Lenovo Thinkpad SL500 Quicktake/Review

After I got laid off, I needed a laptop. A cheap ( < $1000 ), but good laptop that I could work on. My main requirement be that it had a good/excellent screen with a resolution at least that of 1400×900, but I would have gone higher. I also didn’t want anything bigger than 15.4” and I also needed something that came with a Core 2 Duo. A short list, but a pretty tall order once you start looking. The screen resolution was a real killer, with almost NO manufacturer offering anything in my price range.

Fortunately, slickdeals.net came to the rescue with a great deal on the Lenovo Thinkpad SL500, with the computer and all options I wanted clocking in at around $650 after tax and shipping. The machine’s final specs:

Intel P7370 Core 2 Duo @2Ghz, 3 GB Ram, 320 GB HD, Wireless A/B/G/Draft-N, DVD-RW, and a 15.4” LCD with a 1680×1050 resolution matte screen.

Ecstasy! And my ex-fiance Stacy in a magnanimous gesture of pure kindness paid for it.  Thanks Em.

So what do I think? Well, let’s briefly talk about the SL500 series Thinkpads since not too many people are familiar with them. Most people know about the bullet-proof T- and X-series Thinkpads. Those have all the bells and whistles, usually come in smaller sizes, and cost alot more. The SL500 is more geared toward Small Businesses that want reliability and performance, but don’t need the amount that the T-series does, so its chassis is cheaper plastic, it doesn’t have the spill proof keyboard, doesn’t have the smallest components etc etc. What it does have is a glossy cover that looks very different, and cheaper price tag.

Hardware-wise, the SL500 is really well equipped: 4 USB ports, SD slot, HDMI and VGA, firewire, microphone/headphone jacks, ethernet and phone jacks, DVD-RW, trackpad and ultranav ( or the nub as I like to call it ), acceptable ( but not good ) speakers, and a really great keyboard. I don’t think there can be any complaint here. The HDMI is a really awesome addition, making the laptop a fine portable DVD player capable of being hooked up to a much larger TV.

Software-wise, things are still good, but lots of things to go over.
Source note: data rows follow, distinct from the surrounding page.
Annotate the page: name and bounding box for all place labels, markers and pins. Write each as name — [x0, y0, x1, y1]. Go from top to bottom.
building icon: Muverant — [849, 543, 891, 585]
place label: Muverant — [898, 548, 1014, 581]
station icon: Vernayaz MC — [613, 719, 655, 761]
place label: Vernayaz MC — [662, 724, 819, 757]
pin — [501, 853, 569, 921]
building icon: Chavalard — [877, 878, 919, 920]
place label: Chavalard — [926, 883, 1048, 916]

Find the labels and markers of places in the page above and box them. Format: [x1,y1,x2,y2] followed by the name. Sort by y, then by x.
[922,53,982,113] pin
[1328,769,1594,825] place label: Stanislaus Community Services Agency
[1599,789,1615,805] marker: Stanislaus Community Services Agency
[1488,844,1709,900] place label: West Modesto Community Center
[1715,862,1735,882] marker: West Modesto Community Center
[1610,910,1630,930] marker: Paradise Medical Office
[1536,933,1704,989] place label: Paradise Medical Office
Mine came equipped with Vista Home Basic…not so great, but I’ll be upgrading to Windows 7 shortly, so no biggie. It’s not Oct 22nd yet, so let’s just deal with what we’ve got. What we’ve got is a laptop with almost NO bloatware! And the little bloatware it does have, it can easily be removed. Note: I don’t consider the thinkpad apps to be bloatware – you can still remove these however if you dislike them. Also, I configured my laptop to come with as little software as possible, so your experience may differ.

So after you boot up the machine for the first time, be smart, register, and then create your backup media. The easiest way to do this is to go into windows explorer and double click on the Q drive. It will ask you to create media or recover the space. Go create the media, it takes 3 single-layer DVD’s and takes a LONG time, so go watch a movie or something. You’ll need to check intermittently to change the DVD’s, but seriously, it takes a few hours. I had a friend who was having issues with his creation process, and he was able to fix it by following my recommendation and using newer DVD media.

Once you’ve created the discs, test them out, and once you’re done, we can start removing stuff. First thing to do is recover the Q drive space. You’ll want to delete the McAfee shortcut after doing this, it’s useless now since it was pointing to the Q drive. Once you are done with that, go into the control panel and find the Lenovo Welcome entry. Remove it, and after that the Lenovo Registration. If you’ve been listening to me, you’ve already registered so now you can remove it too. Find the Microsoft Office activation entry. I have to digress here a moment and wonder at the uselessness of this thing – when you start it up, it has 3 options: Activate, Purchase, and Start. You can use Office for up to 30 days before registering, so if you are in dire need you can use this. The activate part will let you activate a key if you already have one, BUT it won’t work on MSDN retail keys. If you are like me, you probably have a MSDN key and when you type it in, it won’t work. Pretty useless for us developers! So just uninstall this program and re-install from the media you already have. That should clear up most of the just on the desktop.

So now you’re ready to rumble! I’ll be posting alot about the SL500 later as I migrate to Windows 7, so hopefully it all goes well. I’ve already got a failed 64-bit installation under my belt, so hopefully when the 22nd roles around, I’ll finally be running smooth.